C++11MemoryModel.tex

\newpage
% \section{Foundations of the C++ Concurrency Memory Model\cite{PPTTheC19:online,boehm2008foundations}}


% \subsection{Introduction\cite{TheC11Me27:online}}

% Momory model is the guarantee provided by the runtime environment to a 
% multithreaded program, regaring the order of memory operations. 
% Each level of the environment(e.g. CPU, virtual machine, compiler) might have a different memory model
% .The 
% correctness of parallel algorithms depends on the memory model.

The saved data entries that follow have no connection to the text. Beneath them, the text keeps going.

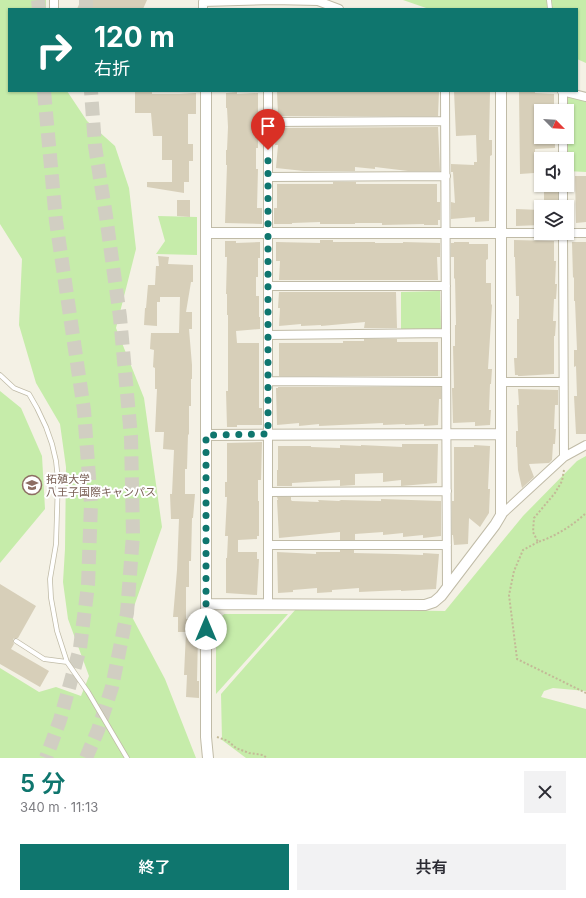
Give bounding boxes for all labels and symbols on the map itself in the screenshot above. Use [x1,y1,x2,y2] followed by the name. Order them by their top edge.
[534,104,574,144] north arrow
[251,109,285,150] pin
[46,472,156,499] place label: 拓殖大学 八王子国際キャンパス
[21,474,43,496] school or university icon: 拓殖大学 八王子国際キャンパス
[185,608,227,650] position arrow

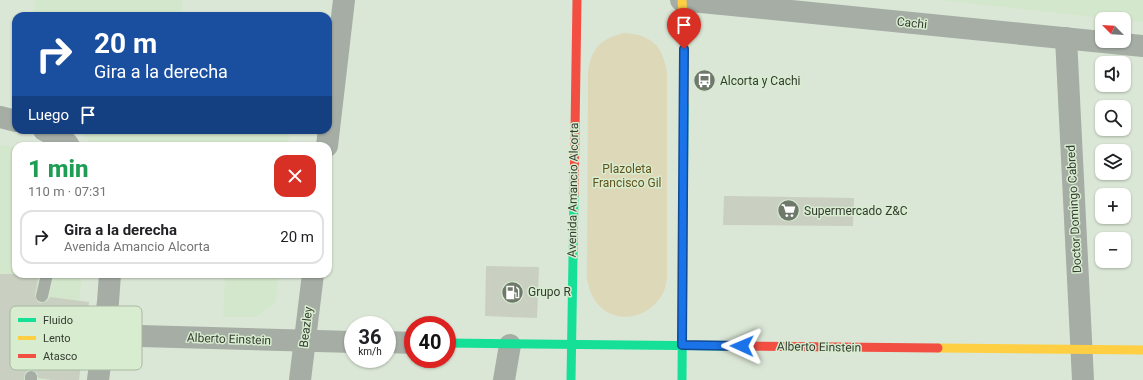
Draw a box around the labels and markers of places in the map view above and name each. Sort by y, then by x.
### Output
pin [667,8,701,49]
bus stop icon: Alcorta y Cachi [692,68,718,94]
place label: Alcorta y Cachi [720,74,801,88]
supermarket icon: Supermercado Z&C [776,198,802,224]
place label: Supermercado Z&C [804,204,908,218]
fuel station icon: Grupo R [499,279,525,305]
place label: Grupo R [528,285,571,299]

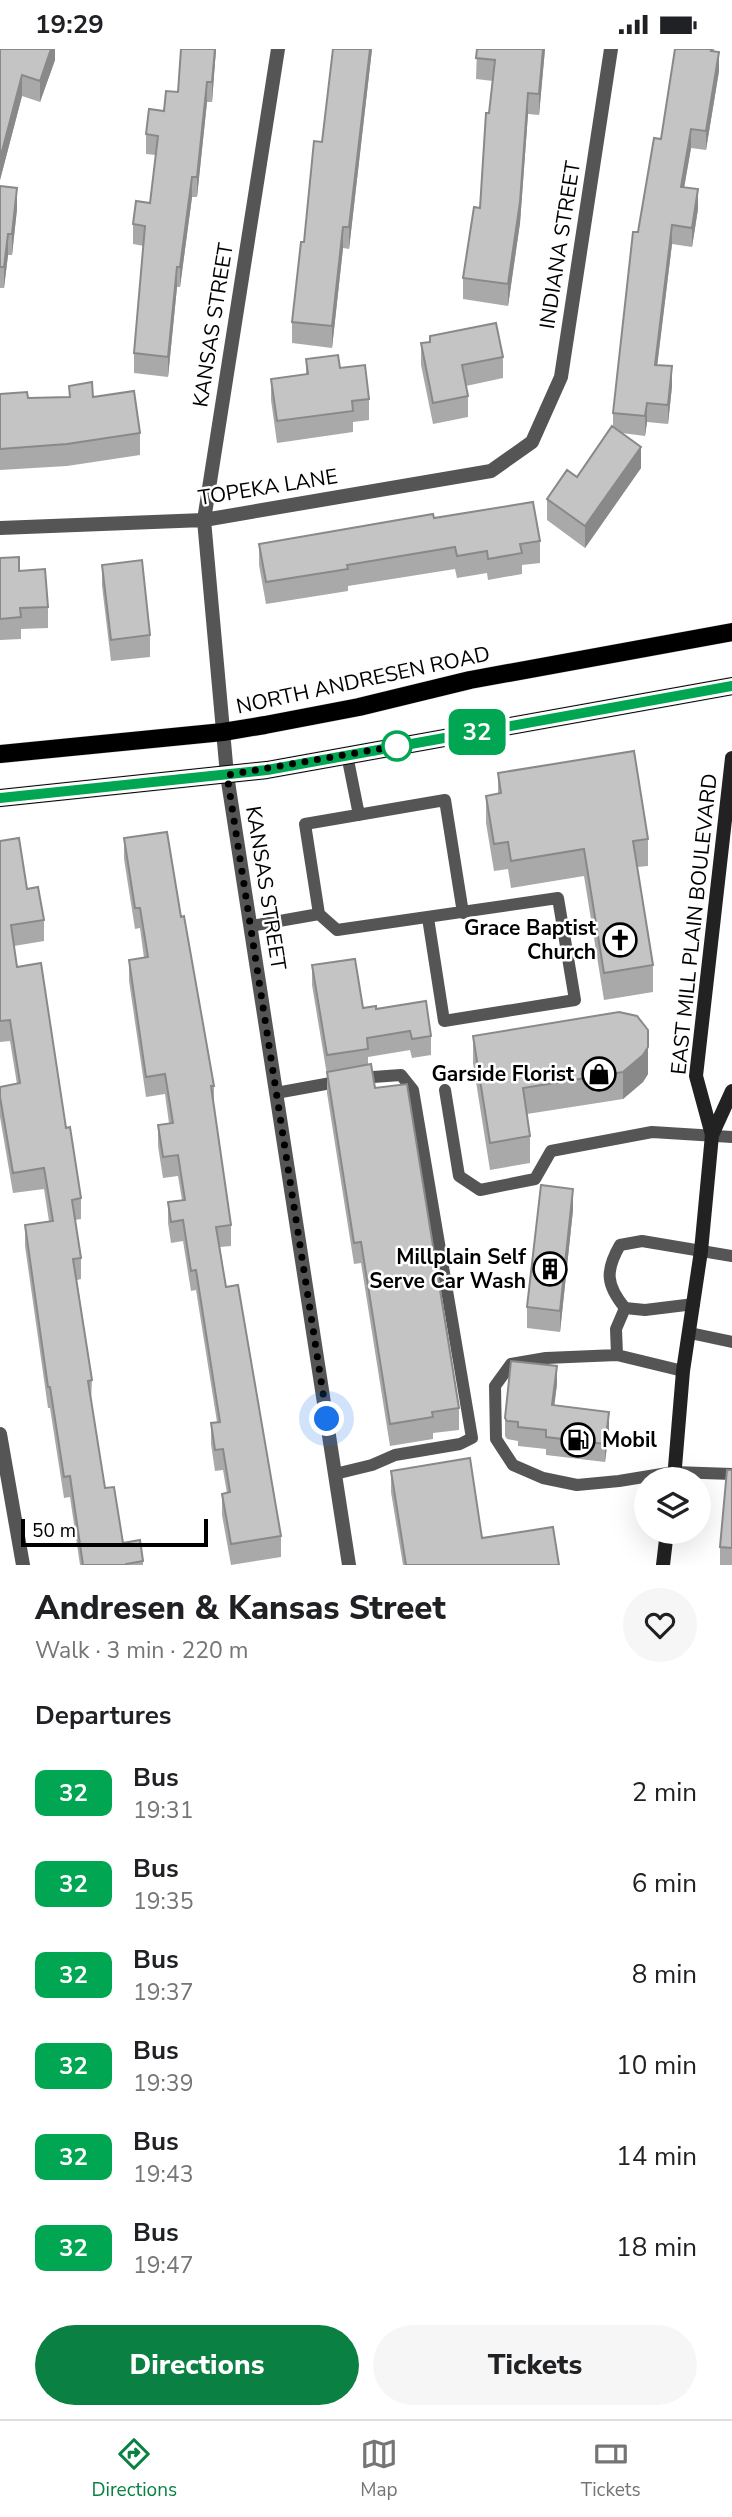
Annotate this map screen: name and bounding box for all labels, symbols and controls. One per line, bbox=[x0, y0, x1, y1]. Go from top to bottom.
text: 19:29 bbox=[35, 7, 104, 42]
street label: INDIANA STREET bbox=[533, 159, 587, 331]
street label: KANSAS STREET bbox=[186, 241, 240, 409]
street label: TOPEKA LANE bbox=[196, 462, 340, 512]
street label: NORTH ANDRESEN ROAD bbox=[234, 639, 492, 721]
line badge: 32 bbox=[446, 709, 508, 755]
text: 32 bbox=[463, 716, 491, 748]
unlabelled marker bbox=[382, 731, 412, 761]
street label: EAST MILL PLAIN BOULEVARD bbox=[664, 772, 724, 1076]
street label: KANSAS STREET bbox=[239, 804, 293, 972]
place label: Grace Baptist Church bbox=[464, 914, 597, 966]
church icon: Grace Baptist Church bbox=[601, 921, 639, 959]
shop icon: Garside Florist bbox=[580, 1055, 618, 1093]
place label: Garside Florist bbox=[431, 1060, 575, 1088]
place label: Millplain Self Serve Car Wash bbox=[369, 1243, 526, 1295]
building icon: Millplain Self Serve Car Wash bbox=[531, 1250, 569, 1288]
your location bbox=[309, 1401, 344, 1436]
fuel station icon: Mobil bbox=[559, 1421, 597, 1459]
place label: Mobil bbox=[602, 1426, 657, 1454]
map controls bbox=[634, 1467, 711, 1544]
button: layers bbox=[634, 1467, 711, 1544]
scale bar bbox=[21, 1516, 208, 1548]
text: 50 m bbox=[32, 1518, 76, 1544]
text: Andresen & Kansas Street bbox=[35, 1586, 446, 1631]
button: heart bbox=[623, 1588, 697, 1662]
text: Walk · 3 min · 220 m bbox=[35, 1635, 248, 1666]
text: Departures bbox=[35, 1698, 171, 1733]
text: Bus bbox=[133, 1760, 179, 1795]
text: 2 min bbox=[632, 1775, 697, 1810]
text: 32 bbox=[59, 1777, 88, 1809]
text: 19:31 bbox=[133, 1795, 193, 1826]
text: Bus bbox=[133, 1851, 179, 1886]
text: 6 min bbox=[632, 1866, 697, 1901]
text: 32 bbox=[59, 1868, 88, 1900]
text: 19:35 bbox=[133, 1886, 193, 1917]
text: Bus bbox=[133, 1942, 179, 1977]
text: 8 min bbox=[632, 1957, 697, 1992]
text: 32 bbox=[59, 1959, 88, 1991]
text: 19:37 bbox=[133, 1977, 193, 2008]
text: Bus bbox=[133, 2033, 179, 2068]
text: 10 min bbox=[616, 2048, 697, 2083]
text: 32 bbox=[59, 2050, 88, 2082]
text: 19:39 bbox=[133, 2068, 193, 2099]
text: Bus bbox=[133, 2124, 179, 2159]
text: 14 min bbox=[616, 2139, 697, 2174]
text: 32 bbox=[59, 2141, 88, 2173]
text: 19:43 bbox=[133, 2159, 193, 2190]
text: Bus bbox=[133, 2215, 179, 2250]
text: 18 min bbox=[616, 2230, 697, 2265]
text: 32 bbox=[59, 2232, 88, 2264]
text: 19:47 bbox=[133, 2250, 193, 2281]
button: Directions bbox=[35, 2325, 359, 2405]
button: Tickets bbox=[373, 2325, 697, 2405]
tab: Directions bbox=[91, 2435, 177, 2503]
tab: Map bbox=[360, 2435, 398, 2503]
tab: Tickets bbox=[581, 2435, 641, 2503]

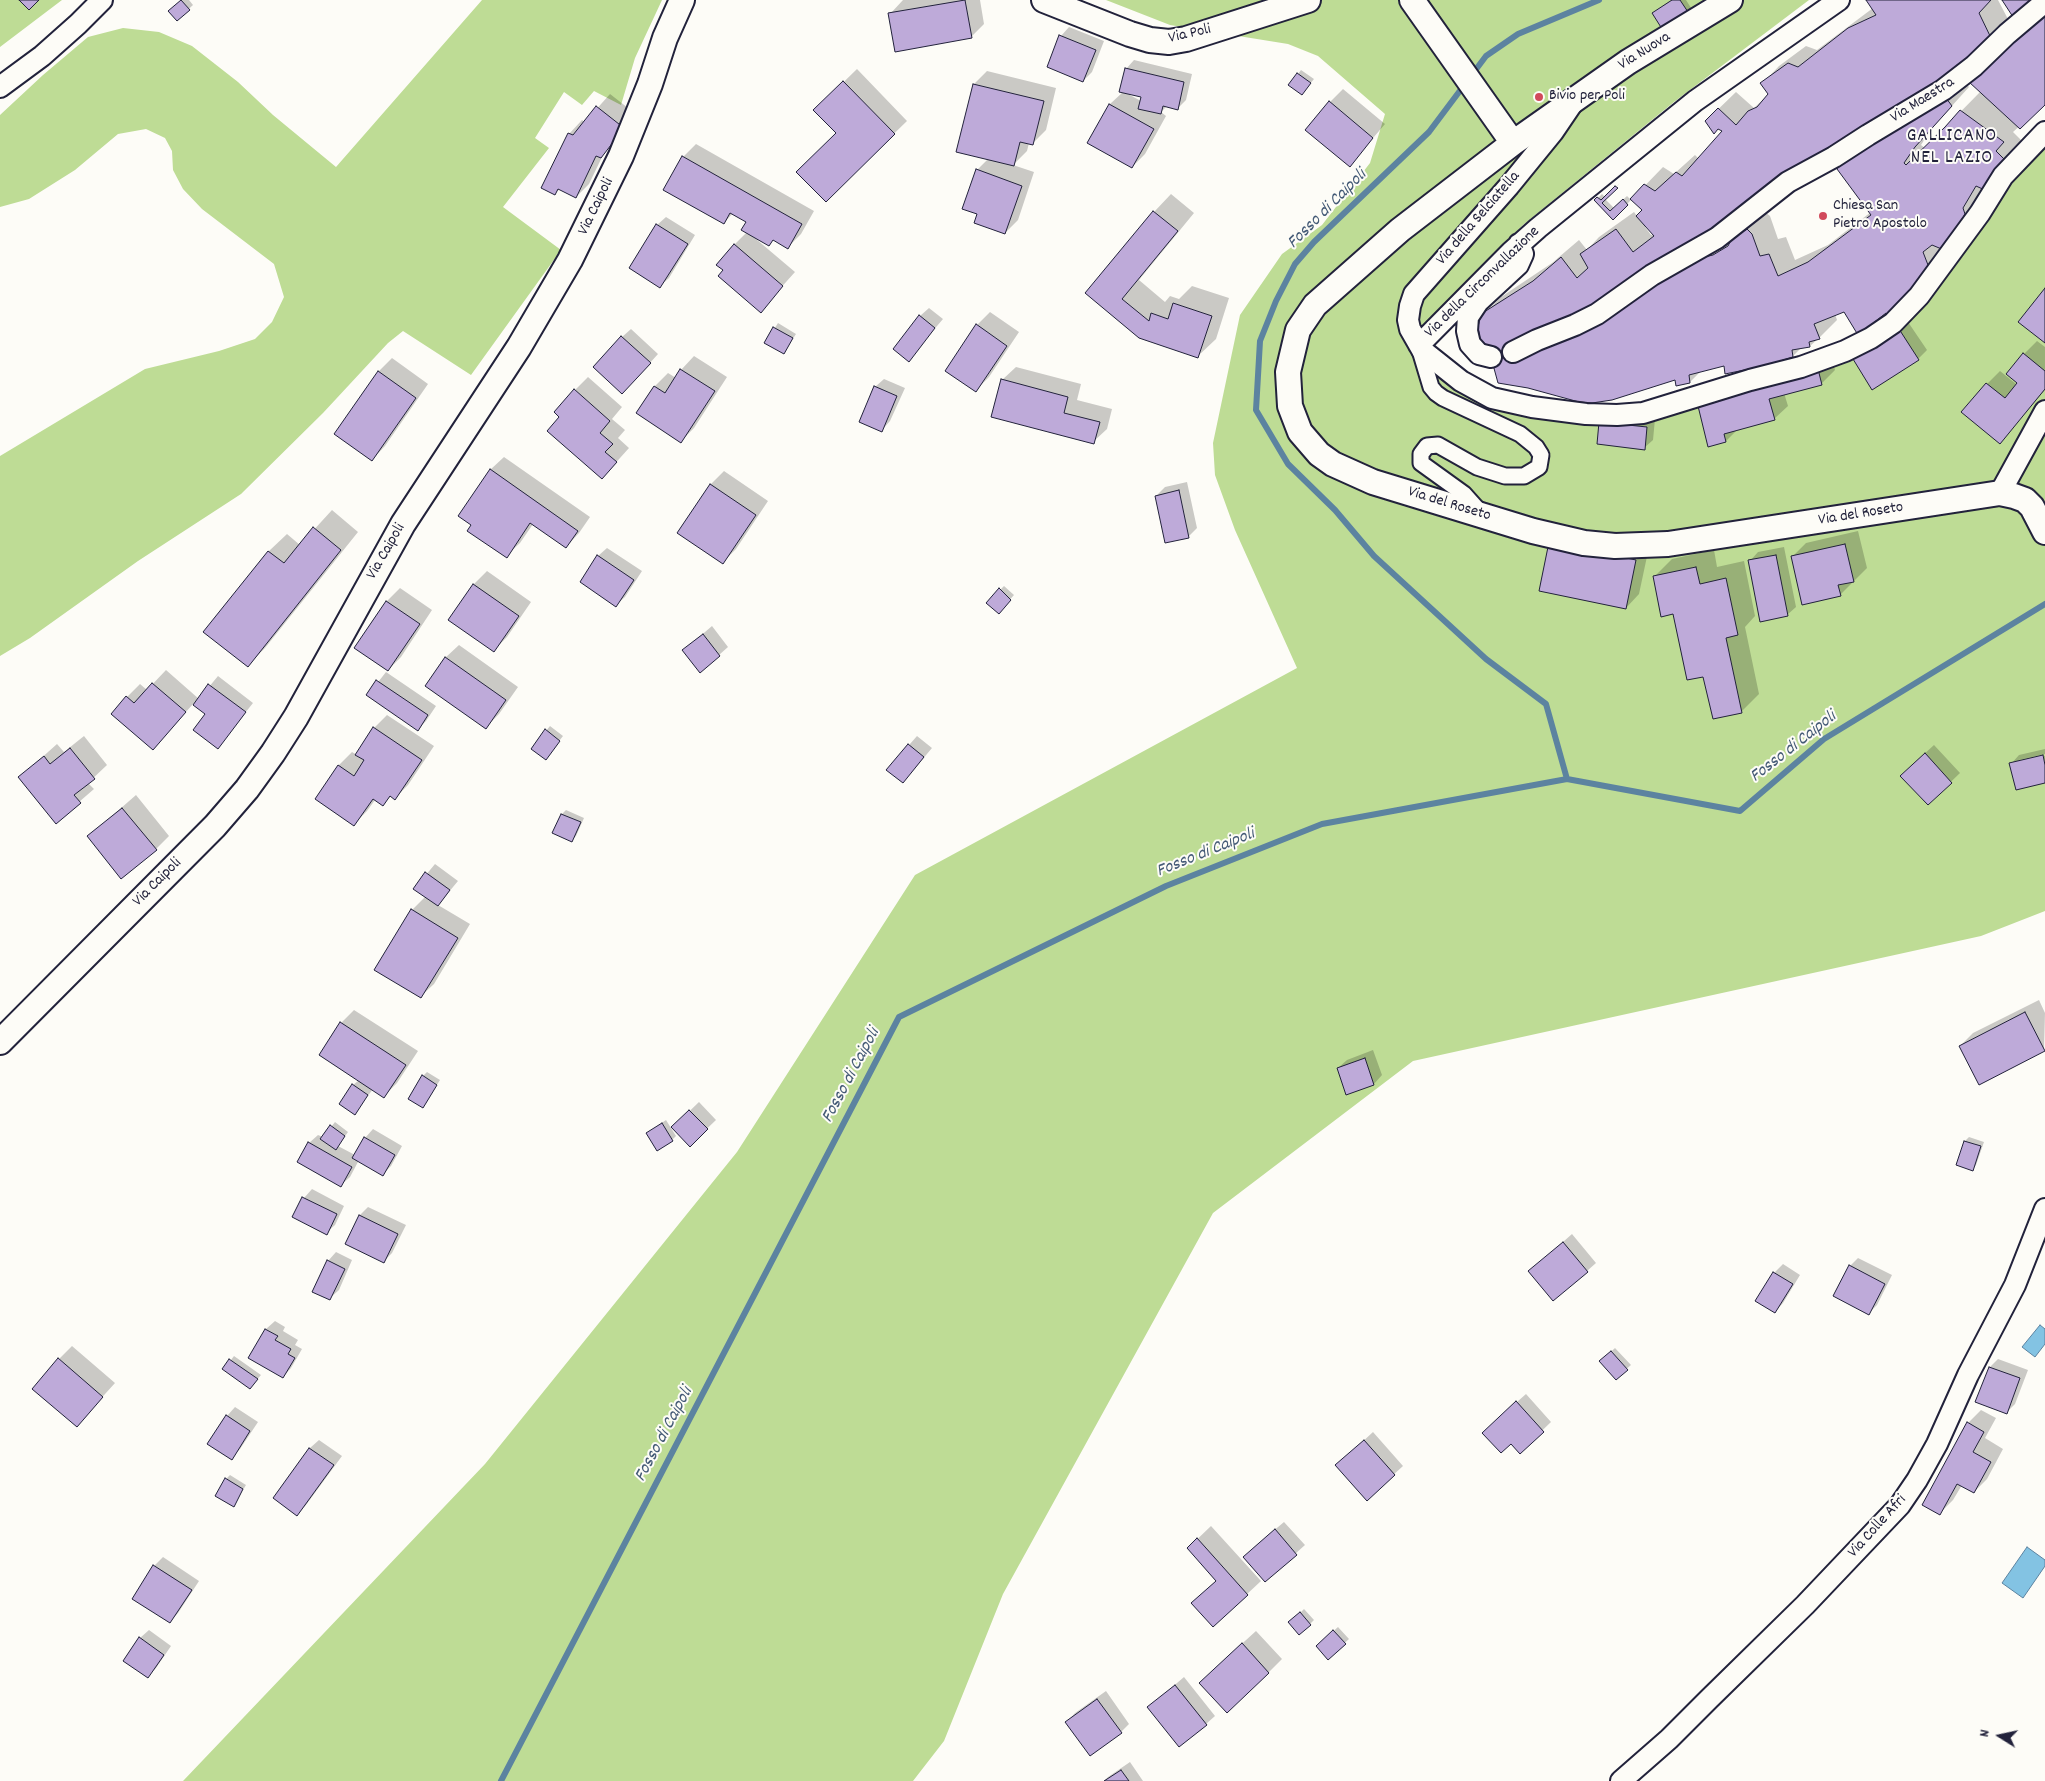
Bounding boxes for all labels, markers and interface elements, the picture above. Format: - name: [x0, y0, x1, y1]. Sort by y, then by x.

% \texttt{Threads}  are now part of the C++ 11language.
% Their behavior must be fully defined so that the same code
%  run the same on different environments regardless of the CPU
%   (Intel, AMD, ARM, …) or the OS.


% Undefined behaviour matters a lot. See the example shown in \ref{lst:e1} . 
% The compiler knows x is bound between 0 and 2, so instead of 
% creating a series of if’s, it can simply jump to 
% (switch base address + x * constant). 
% But if x is shared and unprotected, it might be changed 
% between the if and the switch, causing an unrestricted jump,
%  which can cause unpredictable damages.
% Races are forbidden because the compiler can’t always recognize them (static analysis in not required by the standard), 
% and to avoid them the programmer must help the compiler.
% In the example above, even if x were somehow protected, it could still be modified between the if and the switch. 
% This would have caused the code to behave differently from the serial implementation. 
% However, had the compiler known x might be modified by another thread, 
% it would not have used the unsafe jump table optimization.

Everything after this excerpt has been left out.